Neden? Çünkü kadınlar toplumun en zayıf halkası.
PARDON FAHİŞE DERKEN?
İstanbul Sözleşmesi eleştirilemez değil, dokunulamaz değil, konu sahiden ‘değerlerimiz’ ile tenakuz içinde olan toplumsal cinsiyet tanımı vs olsaydı, başka çözümler bulunabilirdi. Gerekirse bir ya da bir kaç maddeye şerh konurdu. Bu sözleşmeden mütevellit yasa ve uygulamalarda erkeğin, kocanın mağdur edildiği haksızlığa uğradığı vakalar geniş ölçekte ise, düzeltme yapılırdı. Ama mesele gerçekten bu sözleşmeyi istismara yeltenen bir kaç aşırı örnekten yola çıkıp kadınlara haddini, snırını, yerini, durması gereken çizgiyi bildirmek gibi görünüyor. Ve o çizginin bırakın kadın erkek eşitliğini, fırsat eşitliği ile, farklıların eşitliği gibi daha mutedil/geleneklere uygun olasılıklarla bile ilgisi yok.

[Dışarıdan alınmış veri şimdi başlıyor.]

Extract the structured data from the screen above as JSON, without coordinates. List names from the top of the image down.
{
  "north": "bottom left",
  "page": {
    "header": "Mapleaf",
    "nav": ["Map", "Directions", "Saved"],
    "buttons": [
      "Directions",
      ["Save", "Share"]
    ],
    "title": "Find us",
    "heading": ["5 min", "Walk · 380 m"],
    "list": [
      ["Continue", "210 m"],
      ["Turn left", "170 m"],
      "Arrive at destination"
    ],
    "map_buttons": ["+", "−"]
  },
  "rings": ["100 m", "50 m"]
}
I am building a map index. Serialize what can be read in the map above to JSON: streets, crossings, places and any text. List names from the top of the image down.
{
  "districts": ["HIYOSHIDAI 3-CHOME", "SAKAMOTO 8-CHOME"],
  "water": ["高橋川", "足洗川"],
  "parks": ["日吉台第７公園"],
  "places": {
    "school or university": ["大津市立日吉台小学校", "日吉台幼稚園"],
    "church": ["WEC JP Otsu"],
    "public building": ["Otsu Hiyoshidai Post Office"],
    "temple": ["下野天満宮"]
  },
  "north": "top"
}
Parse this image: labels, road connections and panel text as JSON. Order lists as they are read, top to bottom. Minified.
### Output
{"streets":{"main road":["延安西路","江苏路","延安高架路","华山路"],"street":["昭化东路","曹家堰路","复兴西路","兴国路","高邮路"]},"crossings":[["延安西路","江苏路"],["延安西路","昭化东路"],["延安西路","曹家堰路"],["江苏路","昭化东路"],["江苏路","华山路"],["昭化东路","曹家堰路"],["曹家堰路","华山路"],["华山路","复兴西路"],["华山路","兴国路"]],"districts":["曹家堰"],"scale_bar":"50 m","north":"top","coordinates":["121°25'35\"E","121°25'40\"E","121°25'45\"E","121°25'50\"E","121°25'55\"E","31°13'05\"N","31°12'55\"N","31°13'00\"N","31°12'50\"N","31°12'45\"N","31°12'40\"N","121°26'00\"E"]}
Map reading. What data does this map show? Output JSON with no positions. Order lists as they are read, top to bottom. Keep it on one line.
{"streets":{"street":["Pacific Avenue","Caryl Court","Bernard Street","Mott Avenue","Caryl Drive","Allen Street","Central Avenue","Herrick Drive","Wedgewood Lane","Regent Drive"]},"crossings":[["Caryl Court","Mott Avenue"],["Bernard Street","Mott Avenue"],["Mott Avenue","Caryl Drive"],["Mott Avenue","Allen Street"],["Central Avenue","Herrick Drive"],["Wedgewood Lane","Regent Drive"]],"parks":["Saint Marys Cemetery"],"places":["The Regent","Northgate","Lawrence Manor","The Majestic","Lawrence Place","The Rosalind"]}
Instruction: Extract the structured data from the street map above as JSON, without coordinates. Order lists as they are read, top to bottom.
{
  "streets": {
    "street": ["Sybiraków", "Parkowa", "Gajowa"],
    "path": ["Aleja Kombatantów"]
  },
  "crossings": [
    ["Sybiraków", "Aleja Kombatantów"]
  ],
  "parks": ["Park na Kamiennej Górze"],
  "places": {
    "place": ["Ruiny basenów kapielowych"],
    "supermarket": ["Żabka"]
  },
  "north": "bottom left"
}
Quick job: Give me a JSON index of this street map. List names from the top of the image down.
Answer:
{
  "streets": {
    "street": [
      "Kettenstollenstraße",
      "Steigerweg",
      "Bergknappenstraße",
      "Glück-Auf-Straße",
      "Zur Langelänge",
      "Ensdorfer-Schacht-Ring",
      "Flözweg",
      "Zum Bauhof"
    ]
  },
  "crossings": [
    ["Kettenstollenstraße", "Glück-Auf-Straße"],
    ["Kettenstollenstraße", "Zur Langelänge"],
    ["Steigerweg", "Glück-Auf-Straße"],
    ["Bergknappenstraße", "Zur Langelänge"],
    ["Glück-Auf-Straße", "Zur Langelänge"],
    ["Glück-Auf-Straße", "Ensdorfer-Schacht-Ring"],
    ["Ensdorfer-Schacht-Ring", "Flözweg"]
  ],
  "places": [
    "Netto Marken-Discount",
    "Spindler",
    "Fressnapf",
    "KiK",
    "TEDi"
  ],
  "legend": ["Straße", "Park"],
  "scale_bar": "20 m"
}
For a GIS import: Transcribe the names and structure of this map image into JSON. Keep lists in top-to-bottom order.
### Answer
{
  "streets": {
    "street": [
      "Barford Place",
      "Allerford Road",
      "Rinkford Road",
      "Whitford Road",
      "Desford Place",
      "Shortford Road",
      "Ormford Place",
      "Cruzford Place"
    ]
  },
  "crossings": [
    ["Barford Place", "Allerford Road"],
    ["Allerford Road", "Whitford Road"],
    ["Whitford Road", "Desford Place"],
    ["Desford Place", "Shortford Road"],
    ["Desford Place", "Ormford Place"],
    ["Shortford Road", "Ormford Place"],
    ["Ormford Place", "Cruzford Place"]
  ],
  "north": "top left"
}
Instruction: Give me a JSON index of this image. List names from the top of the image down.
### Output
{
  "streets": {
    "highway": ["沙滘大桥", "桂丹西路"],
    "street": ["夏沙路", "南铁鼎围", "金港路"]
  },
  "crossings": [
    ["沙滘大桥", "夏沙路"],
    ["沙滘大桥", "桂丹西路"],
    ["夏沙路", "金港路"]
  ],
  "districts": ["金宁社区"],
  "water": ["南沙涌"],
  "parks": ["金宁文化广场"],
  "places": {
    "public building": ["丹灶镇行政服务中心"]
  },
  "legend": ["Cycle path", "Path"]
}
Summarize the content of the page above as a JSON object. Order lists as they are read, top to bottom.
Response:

“İstanbul Sözleşmesi’ni savunanlar, fuhşu savunmuş olur, demek ki onlar fahişedir” şeklinde bir akıl yürütme üzerinden -ki tarihin en kısa akıl yürütmesi bu olsa gerek - sözleşmeyi savunan kişilere ‘fahişe’ diyecek kadar çıldırmış olan Abdurrahman Dilipak yol haritasını şöyle özetliyor: “Lanzarote Sözleşmesi” Şeytan Üçgeninin bir diğer ayağı olan “Avrupa Konseyi Çocukların Cinsel Sömürü ve İstismara Karşı Korunması” sözleşmesi 6084 sayılı kanun ile onaylanmış ve 25.10.2010 tarihinde kanunlaşmış. (İlk ilanı 25 Ekim 2007) Yani sözleşme Mecliste beklemiyor, o iş bitmiş. Bekleyen sözleşme hükümlerinin yasaya dönüştürülmesi. Yani şu anda Türkiye’nin en kolay şekilde çekileceği sözleşme bu Lanzarote sözleşmesi. Kronolojik sırayla gidersek, sonra İstanbul Sözleşmesi ve daha sonra CEDAW. Sonra da CEDAW ve İstanbul Sözleşmesine dayalı yasa ve yönetmeliklerin, genelgelerin değiştirilmesi gerek.”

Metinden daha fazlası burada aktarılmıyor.